Encapsulated Yeast Cell-free System: A Strategy for Cost-effective and Sustainable Production of Bio-ethanol in Consecutive Batches

This study was intended to develop an encapsulated yeast cell-free system (EyCFS) by confining yeast cell-free lysate within a calcium alginate capsule. The system was evaluated for bio-ethanol production at elevated temperatures and was compared to a bare yeast cell-free system (ByCFS). Fermentation of 10 g/L glucose with shaking (150 rpm), using 2 mg/mL cell-free proteins in the ByCFS produced 3.31 g/L bio-ethanol, corresponding to 65% of the maximal theoretical yield, at 45 degrees C and pH 7.0. On the contrary, the EyCFS produced 4.12 g/L bio-ethanol, corresponding to 81% of the maximal theoretical yield, under the same experimental conditions.
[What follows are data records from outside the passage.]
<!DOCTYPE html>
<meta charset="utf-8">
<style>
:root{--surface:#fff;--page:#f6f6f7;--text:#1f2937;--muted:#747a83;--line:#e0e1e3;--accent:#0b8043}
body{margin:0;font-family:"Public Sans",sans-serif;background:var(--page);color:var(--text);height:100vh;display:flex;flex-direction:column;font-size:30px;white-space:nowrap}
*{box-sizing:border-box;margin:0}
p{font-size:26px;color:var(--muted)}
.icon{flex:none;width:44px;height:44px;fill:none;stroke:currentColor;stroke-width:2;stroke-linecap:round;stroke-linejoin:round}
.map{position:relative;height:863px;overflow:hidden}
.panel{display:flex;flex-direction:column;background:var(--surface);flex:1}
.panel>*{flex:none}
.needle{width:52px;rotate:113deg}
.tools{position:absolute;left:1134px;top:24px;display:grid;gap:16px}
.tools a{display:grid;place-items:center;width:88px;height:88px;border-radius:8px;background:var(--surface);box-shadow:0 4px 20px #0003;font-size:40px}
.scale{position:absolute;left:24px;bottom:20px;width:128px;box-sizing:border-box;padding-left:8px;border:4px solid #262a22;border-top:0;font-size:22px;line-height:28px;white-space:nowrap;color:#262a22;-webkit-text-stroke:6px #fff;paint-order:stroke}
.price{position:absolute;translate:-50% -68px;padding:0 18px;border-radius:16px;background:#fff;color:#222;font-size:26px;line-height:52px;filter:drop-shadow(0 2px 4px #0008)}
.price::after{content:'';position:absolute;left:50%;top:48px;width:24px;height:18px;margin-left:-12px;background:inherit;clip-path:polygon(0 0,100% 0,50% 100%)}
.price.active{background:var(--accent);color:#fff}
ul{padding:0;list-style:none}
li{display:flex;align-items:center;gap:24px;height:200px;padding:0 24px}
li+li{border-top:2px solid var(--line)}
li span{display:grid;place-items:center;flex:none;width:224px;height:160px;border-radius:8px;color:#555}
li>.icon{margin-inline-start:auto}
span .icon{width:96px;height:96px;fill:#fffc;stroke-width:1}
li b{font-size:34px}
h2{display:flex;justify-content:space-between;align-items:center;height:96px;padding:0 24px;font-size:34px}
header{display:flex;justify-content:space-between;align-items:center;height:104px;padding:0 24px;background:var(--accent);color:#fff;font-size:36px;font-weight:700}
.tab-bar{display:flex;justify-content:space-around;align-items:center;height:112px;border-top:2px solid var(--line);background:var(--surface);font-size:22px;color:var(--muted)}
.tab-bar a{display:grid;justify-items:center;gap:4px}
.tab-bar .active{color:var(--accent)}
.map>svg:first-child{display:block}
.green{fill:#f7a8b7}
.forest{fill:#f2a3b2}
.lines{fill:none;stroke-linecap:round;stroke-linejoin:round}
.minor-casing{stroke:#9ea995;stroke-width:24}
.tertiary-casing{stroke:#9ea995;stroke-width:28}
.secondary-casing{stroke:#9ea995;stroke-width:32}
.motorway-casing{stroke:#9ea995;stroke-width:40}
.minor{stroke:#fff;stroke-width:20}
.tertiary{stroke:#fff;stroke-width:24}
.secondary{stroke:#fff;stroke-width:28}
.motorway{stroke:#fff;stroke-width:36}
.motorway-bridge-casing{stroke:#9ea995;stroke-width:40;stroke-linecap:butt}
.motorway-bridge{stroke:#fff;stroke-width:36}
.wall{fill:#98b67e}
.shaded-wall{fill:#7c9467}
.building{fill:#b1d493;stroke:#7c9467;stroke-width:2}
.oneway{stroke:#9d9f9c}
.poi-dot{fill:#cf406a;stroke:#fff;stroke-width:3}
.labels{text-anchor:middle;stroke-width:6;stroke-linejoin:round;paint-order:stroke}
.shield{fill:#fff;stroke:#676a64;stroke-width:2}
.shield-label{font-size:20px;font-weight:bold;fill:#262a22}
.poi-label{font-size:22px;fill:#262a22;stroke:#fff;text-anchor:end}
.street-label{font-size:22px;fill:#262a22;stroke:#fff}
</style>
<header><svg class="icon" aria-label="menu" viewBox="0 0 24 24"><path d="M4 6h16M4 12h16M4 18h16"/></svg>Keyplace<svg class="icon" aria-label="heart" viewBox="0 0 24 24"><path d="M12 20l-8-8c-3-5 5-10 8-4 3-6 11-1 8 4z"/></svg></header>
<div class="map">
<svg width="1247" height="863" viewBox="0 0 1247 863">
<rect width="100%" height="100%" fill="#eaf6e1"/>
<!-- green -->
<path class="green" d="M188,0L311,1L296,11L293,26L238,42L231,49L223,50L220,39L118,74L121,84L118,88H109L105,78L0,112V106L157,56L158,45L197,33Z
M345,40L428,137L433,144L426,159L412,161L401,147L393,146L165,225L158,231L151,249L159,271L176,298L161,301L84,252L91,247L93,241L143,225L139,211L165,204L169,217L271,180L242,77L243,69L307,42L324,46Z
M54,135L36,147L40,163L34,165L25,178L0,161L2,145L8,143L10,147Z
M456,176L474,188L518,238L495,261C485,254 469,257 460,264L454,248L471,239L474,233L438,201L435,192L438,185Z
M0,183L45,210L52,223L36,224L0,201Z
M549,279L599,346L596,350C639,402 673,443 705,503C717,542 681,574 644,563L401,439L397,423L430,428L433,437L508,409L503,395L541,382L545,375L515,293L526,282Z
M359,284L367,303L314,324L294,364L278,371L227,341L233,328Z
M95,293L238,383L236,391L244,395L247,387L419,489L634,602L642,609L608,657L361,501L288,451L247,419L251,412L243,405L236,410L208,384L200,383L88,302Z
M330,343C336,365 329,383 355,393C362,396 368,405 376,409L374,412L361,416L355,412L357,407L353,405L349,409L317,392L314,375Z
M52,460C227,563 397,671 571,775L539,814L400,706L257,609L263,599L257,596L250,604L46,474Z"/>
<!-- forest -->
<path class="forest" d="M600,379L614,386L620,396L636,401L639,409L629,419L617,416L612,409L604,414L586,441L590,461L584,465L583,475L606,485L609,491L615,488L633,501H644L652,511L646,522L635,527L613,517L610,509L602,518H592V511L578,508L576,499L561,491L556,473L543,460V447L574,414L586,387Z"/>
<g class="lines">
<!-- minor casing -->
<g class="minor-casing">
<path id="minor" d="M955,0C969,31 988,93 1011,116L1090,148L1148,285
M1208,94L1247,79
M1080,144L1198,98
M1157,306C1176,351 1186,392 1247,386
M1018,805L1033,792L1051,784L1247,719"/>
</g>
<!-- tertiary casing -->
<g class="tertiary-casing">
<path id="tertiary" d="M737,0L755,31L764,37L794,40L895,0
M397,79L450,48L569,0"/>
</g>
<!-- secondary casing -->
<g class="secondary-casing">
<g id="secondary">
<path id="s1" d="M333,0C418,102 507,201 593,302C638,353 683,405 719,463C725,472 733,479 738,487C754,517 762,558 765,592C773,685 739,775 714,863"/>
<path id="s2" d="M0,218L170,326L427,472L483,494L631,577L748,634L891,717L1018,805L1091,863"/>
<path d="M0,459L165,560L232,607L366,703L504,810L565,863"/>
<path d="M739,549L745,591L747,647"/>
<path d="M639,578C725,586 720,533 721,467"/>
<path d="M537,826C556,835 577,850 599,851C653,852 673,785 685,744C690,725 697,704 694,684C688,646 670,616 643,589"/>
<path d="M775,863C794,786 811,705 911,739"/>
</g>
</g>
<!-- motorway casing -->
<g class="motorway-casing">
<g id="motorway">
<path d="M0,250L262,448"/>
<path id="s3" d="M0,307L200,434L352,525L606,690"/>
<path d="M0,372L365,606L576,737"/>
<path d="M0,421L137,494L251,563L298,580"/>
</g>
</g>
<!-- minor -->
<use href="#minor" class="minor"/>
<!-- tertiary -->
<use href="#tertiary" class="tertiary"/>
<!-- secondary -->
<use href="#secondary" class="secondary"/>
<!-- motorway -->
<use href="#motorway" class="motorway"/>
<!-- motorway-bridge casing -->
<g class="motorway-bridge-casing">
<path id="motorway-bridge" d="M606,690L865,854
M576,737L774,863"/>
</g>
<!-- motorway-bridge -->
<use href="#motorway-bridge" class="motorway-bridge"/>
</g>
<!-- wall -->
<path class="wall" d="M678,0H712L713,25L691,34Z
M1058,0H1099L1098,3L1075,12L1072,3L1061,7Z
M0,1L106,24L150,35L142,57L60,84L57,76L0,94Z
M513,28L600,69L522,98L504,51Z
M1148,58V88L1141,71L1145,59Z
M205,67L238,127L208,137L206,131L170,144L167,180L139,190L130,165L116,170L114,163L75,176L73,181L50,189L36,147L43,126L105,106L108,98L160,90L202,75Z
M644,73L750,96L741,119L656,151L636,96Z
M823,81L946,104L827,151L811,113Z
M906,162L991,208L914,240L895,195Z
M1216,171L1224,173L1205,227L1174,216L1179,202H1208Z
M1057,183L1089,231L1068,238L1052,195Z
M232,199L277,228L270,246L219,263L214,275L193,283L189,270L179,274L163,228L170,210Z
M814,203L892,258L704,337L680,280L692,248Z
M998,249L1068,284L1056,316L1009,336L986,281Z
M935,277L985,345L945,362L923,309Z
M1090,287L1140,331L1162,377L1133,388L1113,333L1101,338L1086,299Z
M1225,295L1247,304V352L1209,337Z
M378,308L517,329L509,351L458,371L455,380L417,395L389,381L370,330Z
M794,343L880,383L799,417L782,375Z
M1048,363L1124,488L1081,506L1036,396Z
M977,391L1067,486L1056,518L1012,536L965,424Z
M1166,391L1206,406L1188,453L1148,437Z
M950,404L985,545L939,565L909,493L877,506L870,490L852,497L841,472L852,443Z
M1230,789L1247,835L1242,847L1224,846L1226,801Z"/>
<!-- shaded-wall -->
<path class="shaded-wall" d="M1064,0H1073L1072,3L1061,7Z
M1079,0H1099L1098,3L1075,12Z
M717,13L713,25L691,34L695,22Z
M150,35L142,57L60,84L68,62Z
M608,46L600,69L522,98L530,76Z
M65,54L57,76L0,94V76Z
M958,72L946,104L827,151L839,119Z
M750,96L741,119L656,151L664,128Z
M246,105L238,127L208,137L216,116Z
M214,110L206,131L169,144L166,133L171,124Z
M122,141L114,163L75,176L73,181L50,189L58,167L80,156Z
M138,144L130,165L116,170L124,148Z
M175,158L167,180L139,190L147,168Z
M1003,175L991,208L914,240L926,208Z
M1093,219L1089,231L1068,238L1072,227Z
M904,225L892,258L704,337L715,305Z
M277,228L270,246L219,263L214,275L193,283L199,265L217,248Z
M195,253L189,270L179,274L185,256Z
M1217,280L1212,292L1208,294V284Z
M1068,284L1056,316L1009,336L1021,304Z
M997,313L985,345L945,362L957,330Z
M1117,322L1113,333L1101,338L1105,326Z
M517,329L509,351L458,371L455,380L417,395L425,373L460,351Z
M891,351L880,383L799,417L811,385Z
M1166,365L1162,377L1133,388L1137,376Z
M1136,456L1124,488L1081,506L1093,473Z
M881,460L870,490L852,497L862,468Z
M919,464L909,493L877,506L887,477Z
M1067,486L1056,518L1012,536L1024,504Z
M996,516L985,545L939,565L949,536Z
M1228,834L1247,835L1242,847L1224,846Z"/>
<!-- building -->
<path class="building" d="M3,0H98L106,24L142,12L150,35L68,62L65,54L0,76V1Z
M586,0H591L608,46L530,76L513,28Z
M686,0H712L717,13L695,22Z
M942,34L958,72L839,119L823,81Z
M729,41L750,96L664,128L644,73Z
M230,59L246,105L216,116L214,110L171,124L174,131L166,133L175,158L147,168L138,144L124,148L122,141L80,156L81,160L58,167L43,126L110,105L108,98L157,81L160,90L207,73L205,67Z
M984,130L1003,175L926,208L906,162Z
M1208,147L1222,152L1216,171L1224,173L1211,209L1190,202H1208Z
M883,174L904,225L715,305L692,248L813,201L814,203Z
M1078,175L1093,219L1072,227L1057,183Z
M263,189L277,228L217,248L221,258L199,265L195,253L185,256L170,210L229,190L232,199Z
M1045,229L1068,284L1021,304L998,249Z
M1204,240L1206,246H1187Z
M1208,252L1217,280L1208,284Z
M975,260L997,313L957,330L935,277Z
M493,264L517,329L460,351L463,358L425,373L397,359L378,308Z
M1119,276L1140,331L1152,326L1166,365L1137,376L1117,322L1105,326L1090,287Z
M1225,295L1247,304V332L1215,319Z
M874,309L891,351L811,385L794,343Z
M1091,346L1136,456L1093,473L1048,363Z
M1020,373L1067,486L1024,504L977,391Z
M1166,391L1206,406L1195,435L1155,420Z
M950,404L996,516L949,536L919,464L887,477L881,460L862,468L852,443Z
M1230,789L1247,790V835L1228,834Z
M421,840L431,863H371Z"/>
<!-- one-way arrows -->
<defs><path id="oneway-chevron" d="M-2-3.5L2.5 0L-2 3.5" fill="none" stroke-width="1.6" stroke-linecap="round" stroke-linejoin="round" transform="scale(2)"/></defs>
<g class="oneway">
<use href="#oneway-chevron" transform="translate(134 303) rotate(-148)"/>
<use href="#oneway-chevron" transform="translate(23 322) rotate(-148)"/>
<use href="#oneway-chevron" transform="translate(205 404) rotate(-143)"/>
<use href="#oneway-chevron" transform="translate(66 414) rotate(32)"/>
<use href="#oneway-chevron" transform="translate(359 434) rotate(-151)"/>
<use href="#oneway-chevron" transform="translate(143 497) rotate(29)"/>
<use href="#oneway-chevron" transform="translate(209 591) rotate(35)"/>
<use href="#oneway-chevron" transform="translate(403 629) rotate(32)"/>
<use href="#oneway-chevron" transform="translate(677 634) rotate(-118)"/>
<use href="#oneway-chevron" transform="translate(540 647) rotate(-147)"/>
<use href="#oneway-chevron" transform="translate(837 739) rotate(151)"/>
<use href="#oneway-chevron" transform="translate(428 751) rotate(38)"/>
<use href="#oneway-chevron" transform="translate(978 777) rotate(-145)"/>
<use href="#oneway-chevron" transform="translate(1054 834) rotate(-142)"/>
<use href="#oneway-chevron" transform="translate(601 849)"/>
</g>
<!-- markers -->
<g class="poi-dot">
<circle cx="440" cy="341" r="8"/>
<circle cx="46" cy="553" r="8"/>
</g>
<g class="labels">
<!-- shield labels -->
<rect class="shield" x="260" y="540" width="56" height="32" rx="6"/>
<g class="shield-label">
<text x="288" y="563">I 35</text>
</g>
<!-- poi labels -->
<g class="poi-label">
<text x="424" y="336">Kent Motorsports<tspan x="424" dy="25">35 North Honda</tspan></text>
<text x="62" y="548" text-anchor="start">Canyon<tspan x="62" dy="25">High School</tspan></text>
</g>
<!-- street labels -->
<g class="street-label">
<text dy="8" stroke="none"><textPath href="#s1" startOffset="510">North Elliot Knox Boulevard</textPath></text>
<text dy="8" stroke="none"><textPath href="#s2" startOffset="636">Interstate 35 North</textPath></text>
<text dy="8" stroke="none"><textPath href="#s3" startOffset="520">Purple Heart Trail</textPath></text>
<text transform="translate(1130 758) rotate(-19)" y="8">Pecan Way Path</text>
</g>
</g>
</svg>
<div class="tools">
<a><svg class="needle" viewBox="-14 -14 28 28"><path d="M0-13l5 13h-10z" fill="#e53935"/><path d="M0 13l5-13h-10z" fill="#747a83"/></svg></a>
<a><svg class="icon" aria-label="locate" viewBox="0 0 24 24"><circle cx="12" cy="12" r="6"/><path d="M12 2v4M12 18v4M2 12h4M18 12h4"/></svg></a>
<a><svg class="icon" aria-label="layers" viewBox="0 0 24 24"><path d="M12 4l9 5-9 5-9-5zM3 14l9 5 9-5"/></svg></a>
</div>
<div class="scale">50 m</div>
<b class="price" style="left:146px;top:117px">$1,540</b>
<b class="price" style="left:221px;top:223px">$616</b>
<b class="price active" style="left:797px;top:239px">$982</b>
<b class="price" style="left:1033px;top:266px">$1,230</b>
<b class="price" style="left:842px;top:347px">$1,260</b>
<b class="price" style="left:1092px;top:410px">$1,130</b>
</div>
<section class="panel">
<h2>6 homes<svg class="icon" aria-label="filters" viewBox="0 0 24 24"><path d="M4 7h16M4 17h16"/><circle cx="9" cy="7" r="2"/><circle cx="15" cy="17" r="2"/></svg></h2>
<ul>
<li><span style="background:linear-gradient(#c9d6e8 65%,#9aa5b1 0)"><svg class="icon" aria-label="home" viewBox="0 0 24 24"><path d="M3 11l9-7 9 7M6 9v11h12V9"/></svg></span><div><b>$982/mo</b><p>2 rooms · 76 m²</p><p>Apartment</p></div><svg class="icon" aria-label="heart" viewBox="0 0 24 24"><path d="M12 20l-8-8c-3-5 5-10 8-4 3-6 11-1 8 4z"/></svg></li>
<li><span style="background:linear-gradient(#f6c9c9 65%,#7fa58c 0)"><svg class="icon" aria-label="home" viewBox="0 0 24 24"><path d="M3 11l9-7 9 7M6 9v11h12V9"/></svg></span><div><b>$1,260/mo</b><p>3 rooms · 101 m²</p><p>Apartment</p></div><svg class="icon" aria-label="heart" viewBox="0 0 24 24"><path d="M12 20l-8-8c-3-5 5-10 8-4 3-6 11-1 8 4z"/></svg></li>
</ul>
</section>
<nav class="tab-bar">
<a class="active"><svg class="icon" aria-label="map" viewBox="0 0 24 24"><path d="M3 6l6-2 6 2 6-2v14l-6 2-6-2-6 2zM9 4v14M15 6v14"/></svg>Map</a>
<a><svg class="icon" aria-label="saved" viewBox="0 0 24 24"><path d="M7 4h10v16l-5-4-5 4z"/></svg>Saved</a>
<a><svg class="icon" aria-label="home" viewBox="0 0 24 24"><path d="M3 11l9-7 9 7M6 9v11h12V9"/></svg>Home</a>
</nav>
The EyCFS also retained 32% of its original activity after 15 consecutive batches. We observed an 11% increase in bio-ethanol production after replenishment of cofactors (ATP and NADH) and ATPase. The weight-based total turnover number (TTNw; 0.82 x 10(3)), cost ratio (R value; 1.22), and yield (80.4%) indicated the economic suitability of the EyCFS for large-scale production. Connecting the EyCFS with an encapsulated saccharification system through separate hydrolysis and fermentation (SHF) resulted in production of 4.87 g/L bio-ethanol, corresponding to 87.6% of the maximal theoretical yield. This system resolved serious limitations of conventional simultaneous saccharification and fermentation in bare cell-free systems. These data demonstrates the superiority of the proposed system in terms of thermal stability, yield, efficacy, and cost-effectiveness.